Do we even remember snow? For the last few weeks, we have been enjoying some of the hottest temperatures on record. But soaring temperatures is only one problem that HR Departments have to sweat on in the summer, and that can leave employers frustrated.
In a country where heat waves are an exception rather than a rule, these particular problems can be more taxing than usual. From stifling office environments to not-so-suitable summer clothes, HR needs to guide co-workers through at a time when most consider anywhere but at work is the place to be!
Here are 4 of the top issues that can get employers a little hot under the collar, and what you can do to handle them.
4 Issues That Get Employers Hot Under The Collar
- Soaring Office Temperatures
- Summer Dress
- Motivation, Motivation, Motivation
- Some Sneaky Time Off
Admittedly, this is obvious, but your office may be ill-equipped to cope when employees are expected to work in high temperatures. Fail to deal with the problem and things may get sticky – and it’s nothing to do with dripping ice-cream!
In Ireland, the HSA’s Safety, Health and Welfare at Work Regulations (2007) states that employers must ensure “the temperature in rooms containing workstations is appropriate for human beings”, relative to the “working methods” and “physical demands placed on the employees” and highlights a minimum temperature of 17.5°C.
In the UK, the minimum is 16°C for sedentary workers; 13°C for active workers. No maximum temperature is stated, but most agree temperatures should not go above 24°C.
What do you do? Well, you might think about opening a window, but perhaps a portable air conditioner is necessary to keep everyone comfortably cool.
What better way to stay cool during a hot summer than to wear an appropriately light and airy summer outfit. In fact, while you’ll already know about the concept of ‘dressing happy’, enclothed cognition studies have revealed that clothing has symbolic meaning, so we do stay more cognitively alert when in our ‘work clothes’ than if we dressed down.
What can you do? Although a 3-piece suit is going to be hellish in the heat, there is room for compromise. But ‘appropriate’ is the key word here. Professional dress codes don’t include shorts, t-shirts, low-cut tank tops or flip-flops, so what’s fine for the beach just isn’t going to work. Keep in mind employee roles (especially safety equipment) but generally, smart casual covers it all.
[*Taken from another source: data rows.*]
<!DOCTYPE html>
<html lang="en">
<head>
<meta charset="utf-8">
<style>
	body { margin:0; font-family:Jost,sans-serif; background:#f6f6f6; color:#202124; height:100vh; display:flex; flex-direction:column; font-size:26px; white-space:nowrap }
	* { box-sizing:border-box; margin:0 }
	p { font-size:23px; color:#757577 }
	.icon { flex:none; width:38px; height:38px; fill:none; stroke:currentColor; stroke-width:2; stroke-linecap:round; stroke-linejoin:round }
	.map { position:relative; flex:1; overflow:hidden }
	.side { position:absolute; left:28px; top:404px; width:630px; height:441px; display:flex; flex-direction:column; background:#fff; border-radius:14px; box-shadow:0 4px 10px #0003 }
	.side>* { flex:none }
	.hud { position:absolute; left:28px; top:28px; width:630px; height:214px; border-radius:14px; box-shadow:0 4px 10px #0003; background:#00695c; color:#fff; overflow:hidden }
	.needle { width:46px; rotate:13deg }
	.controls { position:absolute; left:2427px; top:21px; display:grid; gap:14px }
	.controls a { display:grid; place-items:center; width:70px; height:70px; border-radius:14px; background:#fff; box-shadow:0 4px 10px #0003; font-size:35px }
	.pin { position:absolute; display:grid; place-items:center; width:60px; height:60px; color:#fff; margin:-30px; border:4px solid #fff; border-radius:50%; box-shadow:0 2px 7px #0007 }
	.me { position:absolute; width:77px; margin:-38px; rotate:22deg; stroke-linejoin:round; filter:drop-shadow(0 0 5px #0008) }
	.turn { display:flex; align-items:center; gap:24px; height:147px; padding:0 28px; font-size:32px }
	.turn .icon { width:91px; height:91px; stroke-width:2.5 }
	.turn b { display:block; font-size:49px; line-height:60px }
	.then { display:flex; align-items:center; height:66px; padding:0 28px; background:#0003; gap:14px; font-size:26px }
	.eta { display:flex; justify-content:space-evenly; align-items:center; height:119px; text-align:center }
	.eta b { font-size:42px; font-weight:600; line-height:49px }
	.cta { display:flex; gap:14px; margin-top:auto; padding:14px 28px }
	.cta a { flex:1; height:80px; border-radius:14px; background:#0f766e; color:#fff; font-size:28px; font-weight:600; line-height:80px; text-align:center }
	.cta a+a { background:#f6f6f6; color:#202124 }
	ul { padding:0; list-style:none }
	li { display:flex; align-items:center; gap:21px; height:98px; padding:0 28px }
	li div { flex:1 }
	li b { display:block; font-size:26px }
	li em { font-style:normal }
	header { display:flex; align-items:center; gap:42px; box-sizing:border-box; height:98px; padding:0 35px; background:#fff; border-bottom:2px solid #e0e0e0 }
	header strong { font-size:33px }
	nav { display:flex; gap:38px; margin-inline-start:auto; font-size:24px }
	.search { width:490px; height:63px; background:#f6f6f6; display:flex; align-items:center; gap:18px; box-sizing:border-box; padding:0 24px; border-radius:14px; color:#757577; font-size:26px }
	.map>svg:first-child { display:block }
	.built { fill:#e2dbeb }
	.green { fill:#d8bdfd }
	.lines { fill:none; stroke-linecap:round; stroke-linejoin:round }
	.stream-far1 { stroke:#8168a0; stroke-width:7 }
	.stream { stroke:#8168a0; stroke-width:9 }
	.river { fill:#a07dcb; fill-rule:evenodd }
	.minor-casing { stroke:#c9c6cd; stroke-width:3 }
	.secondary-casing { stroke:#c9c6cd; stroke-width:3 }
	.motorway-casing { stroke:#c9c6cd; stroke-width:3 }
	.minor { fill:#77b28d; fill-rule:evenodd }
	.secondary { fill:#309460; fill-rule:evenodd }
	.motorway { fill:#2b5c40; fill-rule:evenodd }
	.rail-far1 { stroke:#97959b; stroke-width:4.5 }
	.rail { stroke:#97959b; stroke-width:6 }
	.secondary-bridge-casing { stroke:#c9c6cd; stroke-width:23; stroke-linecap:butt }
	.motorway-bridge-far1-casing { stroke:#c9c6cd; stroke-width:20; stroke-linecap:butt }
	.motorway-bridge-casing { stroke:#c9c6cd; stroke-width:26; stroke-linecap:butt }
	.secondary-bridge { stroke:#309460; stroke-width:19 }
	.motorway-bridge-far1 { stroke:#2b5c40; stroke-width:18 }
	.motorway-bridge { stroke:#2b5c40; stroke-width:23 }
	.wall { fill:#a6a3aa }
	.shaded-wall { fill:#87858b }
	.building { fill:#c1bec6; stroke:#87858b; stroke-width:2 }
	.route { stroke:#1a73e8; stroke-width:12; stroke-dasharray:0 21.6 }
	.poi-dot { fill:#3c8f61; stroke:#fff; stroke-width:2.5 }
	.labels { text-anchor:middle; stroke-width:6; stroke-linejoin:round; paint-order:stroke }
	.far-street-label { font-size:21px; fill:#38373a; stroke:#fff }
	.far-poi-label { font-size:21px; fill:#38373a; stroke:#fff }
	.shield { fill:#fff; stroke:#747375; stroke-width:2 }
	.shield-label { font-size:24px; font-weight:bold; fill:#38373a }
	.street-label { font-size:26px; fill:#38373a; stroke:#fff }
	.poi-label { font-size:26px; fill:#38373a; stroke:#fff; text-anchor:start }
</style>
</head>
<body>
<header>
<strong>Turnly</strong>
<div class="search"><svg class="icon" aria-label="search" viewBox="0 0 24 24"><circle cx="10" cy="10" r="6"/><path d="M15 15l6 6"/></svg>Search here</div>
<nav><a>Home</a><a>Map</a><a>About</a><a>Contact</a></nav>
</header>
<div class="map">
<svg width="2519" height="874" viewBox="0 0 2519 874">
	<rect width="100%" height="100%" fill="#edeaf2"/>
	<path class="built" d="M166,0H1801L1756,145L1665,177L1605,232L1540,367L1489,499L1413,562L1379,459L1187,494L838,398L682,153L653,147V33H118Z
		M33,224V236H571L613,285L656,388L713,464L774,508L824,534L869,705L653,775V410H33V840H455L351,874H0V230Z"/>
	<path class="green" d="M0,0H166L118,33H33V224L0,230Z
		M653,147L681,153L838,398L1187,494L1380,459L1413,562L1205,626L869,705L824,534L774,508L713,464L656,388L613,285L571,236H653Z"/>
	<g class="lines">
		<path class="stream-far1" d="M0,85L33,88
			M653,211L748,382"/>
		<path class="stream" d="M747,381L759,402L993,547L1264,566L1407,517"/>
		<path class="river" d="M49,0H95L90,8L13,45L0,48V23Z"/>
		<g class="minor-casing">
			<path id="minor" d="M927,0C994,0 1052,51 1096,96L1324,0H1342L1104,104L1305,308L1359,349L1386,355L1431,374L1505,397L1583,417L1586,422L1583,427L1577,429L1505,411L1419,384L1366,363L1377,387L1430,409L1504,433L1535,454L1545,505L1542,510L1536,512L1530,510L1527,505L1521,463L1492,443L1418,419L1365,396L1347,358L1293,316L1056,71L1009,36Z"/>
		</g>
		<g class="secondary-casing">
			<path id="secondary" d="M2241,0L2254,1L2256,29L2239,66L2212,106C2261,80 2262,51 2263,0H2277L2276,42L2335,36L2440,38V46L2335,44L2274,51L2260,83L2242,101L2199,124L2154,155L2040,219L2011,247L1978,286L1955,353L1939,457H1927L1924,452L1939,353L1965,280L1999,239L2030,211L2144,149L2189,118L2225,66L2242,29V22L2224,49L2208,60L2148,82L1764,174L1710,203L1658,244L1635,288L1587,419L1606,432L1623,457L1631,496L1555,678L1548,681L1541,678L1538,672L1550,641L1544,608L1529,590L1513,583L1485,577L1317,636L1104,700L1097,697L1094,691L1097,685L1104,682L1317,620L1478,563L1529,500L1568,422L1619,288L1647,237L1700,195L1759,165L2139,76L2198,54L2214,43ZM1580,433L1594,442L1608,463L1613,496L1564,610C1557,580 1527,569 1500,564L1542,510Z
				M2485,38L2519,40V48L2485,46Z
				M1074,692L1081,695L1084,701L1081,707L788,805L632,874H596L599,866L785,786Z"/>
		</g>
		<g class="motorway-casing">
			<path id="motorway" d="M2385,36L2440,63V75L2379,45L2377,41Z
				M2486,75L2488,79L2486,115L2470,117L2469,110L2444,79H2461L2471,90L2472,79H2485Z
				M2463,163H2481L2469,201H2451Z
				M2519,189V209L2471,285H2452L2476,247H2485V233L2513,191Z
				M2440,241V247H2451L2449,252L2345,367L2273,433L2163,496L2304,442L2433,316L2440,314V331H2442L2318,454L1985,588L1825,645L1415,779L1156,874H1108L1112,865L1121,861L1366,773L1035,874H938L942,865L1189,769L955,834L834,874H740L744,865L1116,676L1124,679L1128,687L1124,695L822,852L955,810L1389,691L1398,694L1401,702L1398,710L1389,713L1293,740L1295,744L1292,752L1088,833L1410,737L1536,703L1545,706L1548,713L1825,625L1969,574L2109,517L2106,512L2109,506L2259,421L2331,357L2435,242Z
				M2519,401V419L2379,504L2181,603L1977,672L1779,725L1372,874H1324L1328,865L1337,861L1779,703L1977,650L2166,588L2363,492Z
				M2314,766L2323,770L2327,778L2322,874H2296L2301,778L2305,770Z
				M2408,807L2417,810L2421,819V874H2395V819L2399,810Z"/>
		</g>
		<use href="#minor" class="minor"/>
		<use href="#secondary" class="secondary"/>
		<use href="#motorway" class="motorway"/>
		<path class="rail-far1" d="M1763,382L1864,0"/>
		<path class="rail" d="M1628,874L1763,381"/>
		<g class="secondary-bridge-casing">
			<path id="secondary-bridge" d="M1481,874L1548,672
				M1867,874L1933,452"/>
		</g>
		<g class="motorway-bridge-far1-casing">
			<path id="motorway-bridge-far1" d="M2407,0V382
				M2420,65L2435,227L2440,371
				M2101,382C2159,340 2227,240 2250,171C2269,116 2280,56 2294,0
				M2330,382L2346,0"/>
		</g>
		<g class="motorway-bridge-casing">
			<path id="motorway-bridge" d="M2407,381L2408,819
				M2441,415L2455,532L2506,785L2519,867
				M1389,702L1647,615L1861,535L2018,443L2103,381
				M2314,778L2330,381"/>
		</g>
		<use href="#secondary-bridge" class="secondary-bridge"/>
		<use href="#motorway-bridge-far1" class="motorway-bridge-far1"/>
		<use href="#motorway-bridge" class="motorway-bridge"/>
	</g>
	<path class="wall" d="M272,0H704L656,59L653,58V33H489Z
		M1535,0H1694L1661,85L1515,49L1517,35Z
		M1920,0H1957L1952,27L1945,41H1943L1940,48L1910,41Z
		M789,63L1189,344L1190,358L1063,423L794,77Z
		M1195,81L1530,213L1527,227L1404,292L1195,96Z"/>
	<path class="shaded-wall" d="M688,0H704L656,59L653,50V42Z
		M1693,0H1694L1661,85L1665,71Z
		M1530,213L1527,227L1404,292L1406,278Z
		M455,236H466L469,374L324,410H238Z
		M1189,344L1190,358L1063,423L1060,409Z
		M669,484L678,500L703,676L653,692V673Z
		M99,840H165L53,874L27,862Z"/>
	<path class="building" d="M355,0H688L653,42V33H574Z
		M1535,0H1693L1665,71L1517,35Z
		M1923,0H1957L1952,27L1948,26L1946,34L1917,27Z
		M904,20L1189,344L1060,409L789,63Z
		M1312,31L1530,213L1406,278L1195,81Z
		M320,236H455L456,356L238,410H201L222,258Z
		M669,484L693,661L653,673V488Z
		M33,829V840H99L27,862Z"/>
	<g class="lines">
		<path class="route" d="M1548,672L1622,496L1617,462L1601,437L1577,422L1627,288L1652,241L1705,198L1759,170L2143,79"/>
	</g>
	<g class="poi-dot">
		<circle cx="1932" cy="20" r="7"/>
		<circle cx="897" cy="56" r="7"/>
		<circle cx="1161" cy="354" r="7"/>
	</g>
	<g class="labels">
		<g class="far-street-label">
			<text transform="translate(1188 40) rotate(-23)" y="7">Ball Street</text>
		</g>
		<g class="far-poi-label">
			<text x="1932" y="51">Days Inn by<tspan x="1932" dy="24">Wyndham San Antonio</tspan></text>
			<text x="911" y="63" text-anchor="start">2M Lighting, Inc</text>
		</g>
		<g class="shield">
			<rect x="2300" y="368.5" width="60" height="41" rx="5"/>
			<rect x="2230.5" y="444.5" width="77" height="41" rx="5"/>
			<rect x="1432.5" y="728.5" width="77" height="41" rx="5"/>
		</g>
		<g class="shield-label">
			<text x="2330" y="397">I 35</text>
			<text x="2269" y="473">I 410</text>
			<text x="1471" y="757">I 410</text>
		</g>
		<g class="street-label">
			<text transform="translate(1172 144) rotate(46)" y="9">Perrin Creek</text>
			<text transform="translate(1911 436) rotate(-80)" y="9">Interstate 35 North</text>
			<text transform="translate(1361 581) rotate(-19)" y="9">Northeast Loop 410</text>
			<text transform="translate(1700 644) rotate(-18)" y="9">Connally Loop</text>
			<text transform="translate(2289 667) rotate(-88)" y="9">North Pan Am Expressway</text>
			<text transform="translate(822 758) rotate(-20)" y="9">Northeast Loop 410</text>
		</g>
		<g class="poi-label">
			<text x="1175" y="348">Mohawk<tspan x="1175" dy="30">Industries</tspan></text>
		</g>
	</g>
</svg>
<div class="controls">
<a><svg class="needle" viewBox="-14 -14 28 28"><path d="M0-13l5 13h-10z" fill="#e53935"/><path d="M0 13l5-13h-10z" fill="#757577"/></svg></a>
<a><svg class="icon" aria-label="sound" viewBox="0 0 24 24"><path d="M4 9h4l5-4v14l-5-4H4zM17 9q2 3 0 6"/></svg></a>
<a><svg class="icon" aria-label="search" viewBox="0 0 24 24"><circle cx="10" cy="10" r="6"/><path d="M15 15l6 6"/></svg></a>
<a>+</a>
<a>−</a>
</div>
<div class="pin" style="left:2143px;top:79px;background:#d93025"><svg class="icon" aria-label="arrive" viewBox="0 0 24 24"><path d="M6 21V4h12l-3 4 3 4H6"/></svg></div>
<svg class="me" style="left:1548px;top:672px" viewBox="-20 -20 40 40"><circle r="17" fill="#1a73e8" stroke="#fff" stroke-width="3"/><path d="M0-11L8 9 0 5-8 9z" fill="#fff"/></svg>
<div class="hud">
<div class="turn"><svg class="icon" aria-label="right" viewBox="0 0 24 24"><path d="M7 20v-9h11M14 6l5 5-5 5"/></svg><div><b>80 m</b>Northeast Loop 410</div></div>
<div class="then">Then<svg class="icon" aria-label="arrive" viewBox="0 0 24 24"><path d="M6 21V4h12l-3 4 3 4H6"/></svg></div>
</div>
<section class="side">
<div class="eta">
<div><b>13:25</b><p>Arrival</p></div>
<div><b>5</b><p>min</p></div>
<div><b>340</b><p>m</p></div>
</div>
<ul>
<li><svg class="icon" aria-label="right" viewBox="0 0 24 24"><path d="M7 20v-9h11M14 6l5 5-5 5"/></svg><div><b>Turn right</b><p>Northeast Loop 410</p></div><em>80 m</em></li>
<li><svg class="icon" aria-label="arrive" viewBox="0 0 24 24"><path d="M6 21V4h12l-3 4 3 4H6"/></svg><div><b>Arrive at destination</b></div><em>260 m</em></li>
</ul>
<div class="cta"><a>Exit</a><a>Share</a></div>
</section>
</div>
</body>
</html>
It’s a constant concern, regardless of the weather outside, but motivation can be quickly undermined by the summer. It’s not only the flow of vacation departures, or even clients going away, it’s also the heat, lengthy lunches in the park, and the rush to leave to catch the evening rays. Focus and productivity can drop greatly.
What do you do? Allocate specific responsibilities to individual employees; or, if you’ve already done that, remind them of their priorities. You don’t need to be unkind, but distractions can easily be put to bed through simple reminders over how important their role is in the company achieving its aims. And the golden word is ‘together’.
Is there anything more maddening than finding out a colleague is on holiday AGAIN in the middle of the best weather of the year! Well, as frustrating as it might be, as long as these co-workers went through the proper channels, they’re entitled to take time off.
Of course, the problem is when they didn’t go about things correctly. Their request may have been declined based on the dates or not authorized at all, but, in either case, the matter will have to be investigated. What is crucial is that HR takes an impartial view, gathers the facts so that the reasons for the absence can be fully understood, and only then makes a judgment. If the reason is not genuine, disciplinary measures in line with stated policy need to kick in.